Saved entries
* * * * * * * * *

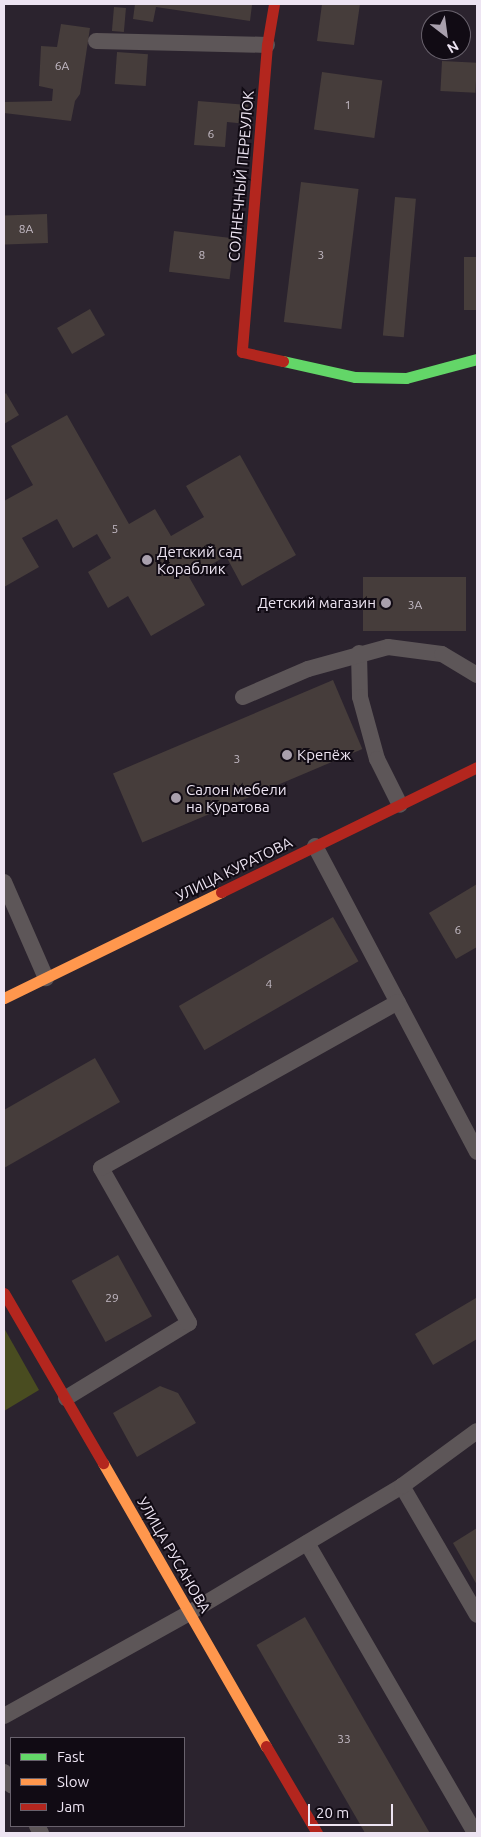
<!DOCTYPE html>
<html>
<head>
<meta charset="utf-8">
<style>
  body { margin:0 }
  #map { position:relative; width:481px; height:1837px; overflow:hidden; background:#2b232e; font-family:Ubuntu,sans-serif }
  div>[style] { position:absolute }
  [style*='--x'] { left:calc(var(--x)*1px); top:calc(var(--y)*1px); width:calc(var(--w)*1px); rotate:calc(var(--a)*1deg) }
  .green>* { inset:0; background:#494c20 }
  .building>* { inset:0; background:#463d3b; transform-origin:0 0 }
  .lane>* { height:16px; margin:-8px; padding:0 8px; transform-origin:8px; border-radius:8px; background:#5d5658 }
  .fast>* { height:11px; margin:-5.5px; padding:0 5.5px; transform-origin:5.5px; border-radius:5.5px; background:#63d668 }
  .slow>* { height:11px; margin:-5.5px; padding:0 5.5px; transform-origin:5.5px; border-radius:5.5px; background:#ff974d }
  .jam>* { height:11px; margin:-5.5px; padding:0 5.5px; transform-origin:5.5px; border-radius:5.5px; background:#b3261e }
  .dots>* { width:14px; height:14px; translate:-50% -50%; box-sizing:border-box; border:2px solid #110b14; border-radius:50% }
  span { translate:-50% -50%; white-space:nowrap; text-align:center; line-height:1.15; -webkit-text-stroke:4px #110b14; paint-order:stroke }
  .number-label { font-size:12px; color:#c3bac4 }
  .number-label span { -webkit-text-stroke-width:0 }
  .street-label { font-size:15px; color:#ede4f2 }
  .poi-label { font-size:15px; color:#ede4f2 }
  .left { translate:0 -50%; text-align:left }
  .right { translate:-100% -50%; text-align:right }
  .frame { position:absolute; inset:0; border:5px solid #ede4f2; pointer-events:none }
  .legend { position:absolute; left:10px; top:1737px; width:175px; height:90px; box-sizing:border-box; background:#110b14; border:1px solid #69626d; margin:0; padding:6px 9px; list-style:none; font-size:15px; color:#ede4f2 }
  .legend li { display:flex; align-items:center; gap:10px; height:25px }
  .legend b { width:25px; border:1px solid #69626d }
  .north { position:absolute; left:421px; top:10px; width:50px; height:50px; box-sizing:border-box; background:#110b14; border:1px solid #69626d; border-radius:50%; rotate:150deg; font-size:14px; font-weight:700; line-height:20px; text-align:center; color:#ede4f2 }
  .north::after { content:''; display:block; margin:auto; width:18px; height:22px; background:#a9a0ad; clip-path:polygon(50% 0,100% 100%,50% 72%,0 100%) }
  .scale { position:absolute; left:308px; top:1804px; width:85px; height:22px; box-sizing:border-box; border:2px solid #ede4f2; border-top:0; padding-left:6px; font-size:15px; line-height:18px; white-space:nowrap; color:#ede4f2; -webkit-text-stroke:4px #110b14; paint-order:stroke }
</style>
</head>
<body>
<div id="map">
  <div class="green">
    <div style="clip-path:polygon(4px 1328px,39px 1390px,4px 1411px)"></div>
  </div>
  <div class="building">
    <div style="clip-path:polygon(135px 4px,149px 5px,256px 5px,252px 5px,250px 21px,156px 7px,153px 22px,133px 19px)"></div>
    <div style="clip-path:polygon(322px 4px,360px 4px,354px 45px,317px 41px)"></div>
    <div style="left:114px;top:7px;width:12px;height:24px;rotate:5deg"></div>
    <div style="clip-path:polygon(61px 24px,90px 28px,80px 94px,75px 101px,71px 121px,4px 113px,4px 102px,52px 101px,53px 89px,39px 86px,41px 46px,57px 47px)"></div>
    <div style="left:117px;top:52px;width:31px;height:32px;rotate:4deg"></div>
    <div style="left:442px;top:61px;width:35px;height:30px;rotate:3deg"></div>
    <div style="left:322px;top:72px;width:61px;height:58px;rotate:8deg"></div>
    <div style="clip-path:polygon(198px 101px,248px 105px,247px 124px,227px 122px,225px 147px,194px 145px)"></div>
    <div style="left:301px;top:182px;width:58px;height:141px;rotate:7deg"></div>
    <div style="left:395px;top:197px;width:21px;height:139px;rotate:5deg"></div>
    <div style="left:47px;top:214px;width:29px;height:43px;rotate:88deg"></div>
    <div style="left:174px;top:231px;width:61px;height:41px;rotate:7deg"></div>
    <div style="left:464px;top:257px;width:13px;height:53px"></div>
    <div style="left:90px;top:309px;width:30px;height:38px;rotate:60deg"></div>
    <div style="clip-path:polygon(6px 393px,19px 415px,4px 424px,4px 395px)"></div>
    <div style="clip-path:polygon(67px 415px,129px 524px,155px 509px,171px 536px,204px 517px,186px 486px,240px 455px,296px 555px,242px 586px,226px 556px,189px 577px,205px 605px,151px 636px,128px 596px,108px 608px,88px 572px,111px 558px,97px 534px,73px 548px,57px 519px,22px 538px,39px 567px,4px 587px,4px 501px,33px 485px,11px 446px)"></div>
    <div style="left:466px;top:577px;width:54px;height:103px;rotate:90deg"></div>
    <div style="left:333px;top:680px;width:75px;height:239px;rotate:67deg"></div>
    <div style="clip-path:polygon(477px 884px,477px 947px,456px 959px,429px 913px)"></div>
    <div style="left:333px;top:917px;width:51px;height:178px;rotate:60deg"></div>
    <div style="clip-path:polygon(95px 1058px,120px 1102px,4px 1168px,4px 1110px)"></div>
    <div style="left:118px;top:1255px;width:70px;height:53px;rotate:61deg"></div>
    <div style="clip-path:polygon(476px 1298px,477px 1339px,433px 1365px,415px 1334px)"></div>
    <div style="clip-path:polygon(160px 1386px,178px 1393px,196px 1423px,137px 1457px,113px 1413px)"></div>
    <div style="clip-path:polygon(477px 1528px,477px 1585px,453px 1543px)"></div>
    <div style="left:305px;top:1617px;width:251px;height:56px;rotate:60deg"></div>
  </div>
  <div class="lane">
    <div style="--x:96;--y:41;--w:171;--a:1.3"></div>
    <div style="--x:359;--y:653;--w:44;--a:88.7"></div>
    <div style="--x:360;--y:697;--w:64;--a:74.7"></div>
    <div style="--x:377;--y:759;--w:51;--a:63.4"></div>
    <div style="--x:243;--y:697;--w:71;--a:-23.3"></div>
    <div style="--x:308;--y:669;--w:83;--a:-15.4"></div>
    <div style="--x:388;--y:647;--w:54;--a:7.4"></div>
    <div style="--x:442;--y:654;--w:41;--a:31"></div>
    <div style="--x:315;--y:846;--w:346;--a:62.1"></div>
    <div style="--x:4;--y:882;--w:105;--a:66.4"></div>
    <div style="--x:66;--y:1398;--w:144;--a:-31.4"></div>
    <div style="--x:189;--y:1323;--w:178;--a:-119.6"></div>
    <div style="--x:101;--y:1168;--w:340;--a:-29.2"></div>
    <div style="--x:402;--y:1486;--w:149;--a:59.8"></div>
    <div style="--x:307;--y:1543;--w:335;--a:59.9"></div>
    <div style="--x:4;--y:1716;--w:212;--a:-29.1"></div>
    <div style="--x:189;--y:1613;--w:248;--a:-30.8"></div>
    <div style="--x:402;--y:1486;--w:93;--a:-36.3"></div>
    <div style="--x:4;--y:1772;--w:15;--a:62"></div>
    <div style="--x:37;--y:1826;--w:8;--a:60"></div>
  </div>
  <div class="fast">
    <div style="--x:283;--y:361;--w:74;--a:12.5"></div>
    <div style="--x:355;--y:377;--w:51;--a:1.1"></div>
    <div style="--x:406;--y:378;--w:73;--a:-15"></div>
  </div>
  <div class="slow">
    <div style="--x:4;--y:998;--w:242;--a:-26"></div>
    <div style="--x:103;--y:1463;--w:327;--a:60.1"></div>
  </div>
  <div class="jam">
    <div style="--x:274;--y:4;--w:42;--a:99.7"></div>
    <div style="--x:267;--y:45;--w:308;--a:94.7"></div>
    <div style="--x:242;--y:352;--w:42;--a:12.4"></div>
    <div style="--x:221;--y:892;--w:285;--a:-26"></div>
    <div style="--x:4;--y:1293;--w:197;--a:59.8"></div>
    <div style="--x:266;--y:1746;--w:101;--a:59.6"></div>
  </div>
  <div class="dots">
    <div style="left:147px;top:560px;background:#a9a0ad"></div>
    <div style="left:386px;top:603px;background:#a9a0ad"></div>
    <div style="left:287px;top:755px;background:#a9a0ad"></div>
    <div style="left:176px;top:798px;background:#a9a0ad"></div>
  </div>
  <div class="number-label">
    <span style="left:62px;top:66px">6А</span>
    <span style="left:348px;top:105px">1</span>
    <span style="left:211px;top:134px">6</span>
    <span style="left:26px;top:229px">8А</span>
    <span style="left:202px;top:255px">8</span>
    <span style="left:321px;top:255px">3</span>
    <span style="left:115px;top:529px">5</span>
    <span style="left:415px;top:605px">3А</span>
    <span style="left:237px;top:759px">3</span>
    <span style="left:458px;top:930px">6</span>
    <span style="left:269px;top:984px">4</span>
    <span style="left:112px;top:1298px">29</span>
    <span style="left:344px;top:1739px">33</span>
  </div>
  <div class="street-label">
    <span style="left:241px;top:176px;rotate:-85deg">СОЛНЕЧНЫЙ ПЕРЕУЛОК</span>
    <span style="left:234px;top:869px;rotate:-26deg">УЛИЦА КУРАТОВА</span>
    <span style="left:174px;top:1555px;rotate:60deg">УЛИЦА РУСАНОВА</span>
  </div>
  <div class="poi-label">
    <span class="left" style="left:157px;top:560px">Детский сад<br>Кораблик</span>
    <span class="right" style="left:376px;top:603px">Детский магазин</span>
    <span class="left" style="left:297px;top:755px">Крепёж</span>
    <span class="left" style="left:186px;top:798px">Салон мебели<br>на Куратова</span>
  </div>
  <div class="frame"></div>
  <ul class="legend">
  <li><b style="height:6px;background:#63d668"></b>Fast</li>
  <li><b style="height:6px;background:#ff974d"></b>Slow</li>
  <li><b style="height:6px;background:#b3261e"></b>Jam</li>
  </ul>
  <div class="north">N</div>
  <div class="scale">20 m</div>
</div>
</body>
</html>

* * * * * * * * *

WHAT TO WORK ON: For this exercise, copy each line of the data above exactly, from the first through the line containing "display:flex; align-items:center; gap:10px;", and drop the pictures.

SOLUTION TO THIS PROBLEM:
<!DOCTYPE html>
<html>
<head>
<meta charset="utf-8">
<style>
  body { margin:0 }
  #map { position:relative; width:481px; height:1837px; overflow:hidden; background:#2b232e; font-family:Ubuntu,sans-serif }
  div>[style] { position:absolute }
  [style*='--x'] { left:calc(var(--x)*1px); top:calc(var(--y)*1px); width:calc(var(--w)*1px); rotate:calc(var(--a)*1deg) }
  .green>* { inset:0; background:#494c20 }
  .building>* { inset:0; background:#463d3b; transform-origin:0 0 }
  .lane>* { height:16px; margin:-8px; padding:0 8px; transform-origin:8px; border-radius:8px; background:#5d5658 }
  .fast>* { height:11px; margin:-5.5px; padding:0 5.5px; transform-origin:5.5px; border-radius:5.5px; background:#63d668 }
  .slow>* { height:11px; margin:-5.5px; padding:0 5.5px; transform-origin:5.5px; border-radius:5.5px; background:#ff974d }
  .jam>* { height:11px; margin:-5.5px; padding:0 5.5px; transform-origin:5.5px; border-radius:5.5px; background:#b3261e }
  .dots>* { width:14px; height:14px; translate:-50% -50%; box-sizing:border-box; border:2px solid #110b14; border-radius:50% }
  span { translate:-50% -50%; white-space:nowrap; text-align:center; line-height:1.15; -webkit-text-stroke:4px #110b14; paint-order:stroke }
  .number-label { font-size:12px; color:#c3bac4 }
  .number-label span { -webkit-text-stroke-width:0 }
  .street-label { font-size:15px; color:#ede4f2 }
  .poi-label { font-size:15px; color:#ede4f2 }
  .left { translate:0 -50%; text-align:left }
  .right { translate:-100% -50%; text-align:right }
  .frame { position:absolute; inset:0; border:5px solid #ede4f2; pointer-events:none }
  .legend { position:absolute; left:10px; top:1737px; width:175px; height:90px; box-sizing:border-box; background:#110b14; border:1px solid #69626d; margin:0; padding:6px 9px; list-style:none; font-size:15px; color:#ede4f2 }
  .legend li { display:flex; align-items:center; gap:10px; height:25px }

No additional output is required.